* Task to complete: An exact reproduction of all the entries is what the answer must contain.

* The records:
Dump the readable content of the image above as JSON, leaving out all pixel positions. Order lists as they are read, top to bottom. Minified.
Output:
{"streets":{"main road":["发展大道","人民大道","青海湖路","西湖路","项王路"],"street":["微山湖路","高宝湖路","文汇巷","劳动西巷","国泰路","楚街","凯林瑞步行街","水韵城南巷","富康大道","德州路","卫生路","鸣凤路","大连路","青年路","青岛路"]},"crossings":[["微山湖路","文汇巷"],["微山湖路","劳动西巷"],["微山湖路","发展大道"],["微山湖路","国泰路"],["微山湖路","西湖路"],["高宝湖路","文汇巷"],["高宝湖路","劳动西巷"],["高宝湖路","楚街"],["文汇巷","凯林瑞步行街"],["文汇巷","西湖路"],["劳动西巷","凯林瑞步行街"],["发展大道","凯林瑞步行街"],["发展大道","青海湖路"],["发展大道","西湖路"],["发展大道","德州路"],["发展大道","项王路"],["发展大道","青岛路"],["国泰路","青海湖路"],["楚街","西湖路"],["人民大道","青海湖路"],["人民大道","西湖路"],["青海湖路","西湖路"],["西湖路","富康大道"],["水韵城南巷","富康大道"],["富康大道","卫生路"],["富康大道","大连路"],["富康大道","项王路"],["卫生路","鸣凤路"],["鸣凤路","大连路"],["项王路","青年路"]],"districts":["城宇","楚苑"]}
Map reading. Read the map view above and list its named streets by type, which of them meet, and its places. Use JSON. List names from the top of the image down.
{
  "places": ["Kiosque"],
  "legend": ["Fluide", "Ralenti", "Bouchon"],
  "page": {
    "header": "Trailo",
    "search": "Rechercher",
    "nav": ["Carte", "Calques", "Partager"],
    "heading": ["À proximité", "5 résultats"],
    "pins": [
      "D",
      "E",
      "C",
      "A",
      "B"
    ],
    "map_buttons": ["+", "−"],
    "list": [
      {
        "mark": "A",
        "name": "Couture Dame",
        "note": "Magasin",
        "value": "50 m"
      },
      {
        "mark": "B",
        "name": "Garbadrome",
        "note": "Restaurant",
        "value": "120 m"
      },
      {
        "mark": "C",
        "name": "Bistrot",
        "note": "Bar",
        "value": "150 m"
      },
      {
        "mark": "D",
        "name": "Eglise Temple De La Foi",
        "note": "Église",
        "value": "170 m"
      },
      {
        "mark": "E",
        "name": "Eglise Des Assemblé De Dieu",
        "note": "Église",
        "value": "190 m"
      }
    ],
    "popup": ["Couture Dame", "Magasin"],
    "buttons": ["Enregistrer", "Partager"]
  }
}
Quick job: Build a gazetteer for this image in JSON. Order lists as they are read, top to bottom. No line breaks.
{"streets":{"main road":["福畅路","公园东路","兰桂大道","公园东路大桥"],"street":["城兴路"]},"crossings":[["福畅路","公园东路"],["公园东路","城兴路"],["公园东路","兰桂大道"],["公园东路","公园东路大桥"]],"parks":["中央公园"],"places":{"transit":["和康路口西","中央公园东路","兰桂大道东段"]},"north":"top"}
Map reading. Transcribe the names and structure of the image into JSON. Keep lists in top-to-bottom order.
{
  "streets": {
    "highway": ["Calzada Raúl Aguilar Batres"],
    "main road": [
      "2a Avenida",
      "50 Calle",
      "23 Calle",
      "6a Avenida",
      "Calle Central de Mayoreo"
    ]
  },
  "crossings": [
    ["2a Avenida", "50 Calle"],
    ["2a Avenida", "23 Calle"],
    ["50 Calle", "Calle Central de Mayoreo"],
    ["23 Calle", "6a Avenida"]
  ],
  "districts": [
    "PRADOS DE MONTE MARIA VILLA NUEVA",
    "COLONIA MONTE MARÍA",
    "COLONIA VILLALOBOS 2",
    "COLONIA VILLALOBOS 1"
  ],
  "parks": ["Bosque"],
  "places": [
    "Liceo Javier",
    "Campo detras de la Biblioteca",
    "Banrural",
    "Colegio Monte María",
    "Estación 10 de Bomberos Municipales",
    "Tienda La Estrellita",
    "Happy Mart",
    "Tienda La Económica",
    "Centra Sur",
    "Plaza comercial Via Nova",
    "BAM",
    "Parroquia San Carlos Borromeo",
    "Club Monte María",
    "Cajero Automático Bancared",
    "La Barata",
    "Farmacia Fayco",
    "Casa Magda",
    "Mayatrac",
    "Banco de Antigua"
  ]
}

* Response box:
Dump the readable content of the image above as JSON, leaving out all pixel positions. Order lists as they are read, top to bottom. Minified.
Output:
{"streets":{"main road":["发展大道","人民大道","青海湖路","西湖路","项王路"],"street":["微山湖路","高宝湖路","文汇巷","劳动西巷","国泰路","楚街","凯林瑞步行街","水韵城南巷","富康大道","德州路","卫生路","鸣凤路","大连路","青年路","青岛路"]},"crossings":[["微山湖路","文汇巷"],["微山湖路","劳动西巷"],["微山湖路","发展大道"],["微山湖路","国泰路"],["微山湖路","西湖路"],["高宝湖路","文汇巷"],["高宝湖路","劳动西巷"],["高宝湖路","楚街"],["文汇巷","凯林瑞步行街"],["文汇巷","西湖路"],["劳动西巷","凯林瑞步行街"],["发展大道","凯林瑞步行街"],["发展大道","青海湖路"],["发展大道","西湖路"],["发展大道","德州路"],["发展大道","项王路"],["发展大道","青岛路"],["国泰路","青海湖路"],["楚街","西湖路"],["人民大道","青海湖路"],["人民大道","西湖路"],["青海湖路","西湖路"],["西湖路","富康大道"],["水韵城南巷","富康大道"],["富康大道","卫生路"],["富康大道","大连路"],["富康大道","项王路"],["卫生路","鸣凤路"],["鸣凤路","大连路"],["项王路","青年路"]],"districts":["城宇","楚苑"]}
Map reading. Read the map view above and list its named streets by type, which of them meet, and its places. Use JSON. List names from the top of the image down.
{
  "places": ["Kiosque"],
  "legend": ["Fluide", "Ralenti", "Bouchon"],
  "page": {
    "header": "Trailo",
    "search": "Rechercher",
    "nav": ["Carte", "Calques", "Partager"],
    "heading": ["À proximité", "5 résultats"],
    "pins": [
      "D",
      "E",
      "C",
      "A",
      "B"
    ],
    "map_buttons": ["+", "−"],
    "list": [
      {
        "mark": "A",
        "name": "Couture Dame",
        "note": "Magasin",
        "value": "50 m"
      },
      {
        "mark": "B",
        "name": "Garbadrome",
        "note": "Restaurant",
        "value": "120 m"
      },
      {
        "mark": "C",
        "name": "Bistrot",
        "note": "Bar",
        "value": "150 m"
      },
      {
        "mark": "D",
        "name": "Eglise Temple De La Foi",
        "note": "Église",
        "value": "170 m"
      },
      {
        "mark": "E",
        "name": "Eglise Des Assemblé De Dieu",
        "note": "Église",
        "value": "190 m"
      }
    ],
    "popup": ["Couture Dame", "Magasin"],
    "buttons": ["Enregistrer", "Partager"]
  }
}
Quick job: Build a gazetteer for this image in JSON. Order lists as they are read, top to bottom. No line breaks.
{"streets":{"main road":["福畅路","公园东路","兰桂大道","公园东路大桥"],"street":["城兴路"]},"crossings":[["福畅路","公园东路"],["公园东路","城兴路"],["公园东路","兰桂大道"],["公园东路","公园东路大桥"]],"parks":["中央公园"],"places":{"transit":["和康路口西","中央公园东路","兰桂大道东段"]},"north":"top"}
Map reading. Transcribe the names and structure of the image into JSON. Keep lists in top-to-bottom order.
{
  "streets": {
    "highway": ["Calzada Raúl Aguilar Batres"],
    "main road": [
      "2a Avenida",
      "50 Calle",
      "23 Calle",
      "6a Avenida",
      "Calle Central de Mayoreo"
    ]
  },
  "crossings": [
    ["2a Avenida", "50 Calle"],
    ["2a Avenida", "23 Calle"],
    ["50 Calle", "Calle Central de Mayoreo"],
    ["23 Calle", "6a Avenida"]
  ],
  "districts": [
    "PRADOS DE MONTE MARIA VILLA NUEVA",
    "COLONIA MONTE MARÍA",
    "COLONIA VILLALOBOS 2",
    "COLONIA VILLALOBOS 1"
  ],
  "parks": ["Bosque"],
  "places": [
    "Liceo Javier",
    "Campo detras de la Biblioteca",
    "Banrural",
    "Colegio Monte María",
    "Estación 10 de Bomberos Municipales",
    "Tienda La Estrellita",
    "Happy Mart",
    "Tienda La Económica",
    "Centra Sur",
    "Plaza comercial Via Nova",
    "BAM",
    "Parroquia San Carlos Borromeo",
    "Club Monte María",
    "Cajero Automático Bancared",
    "La Barata",
    "Farmacia Fayco",
    "Casa Magda",
    "Mayatrac",
    "Banco de Antigua"
  ]
}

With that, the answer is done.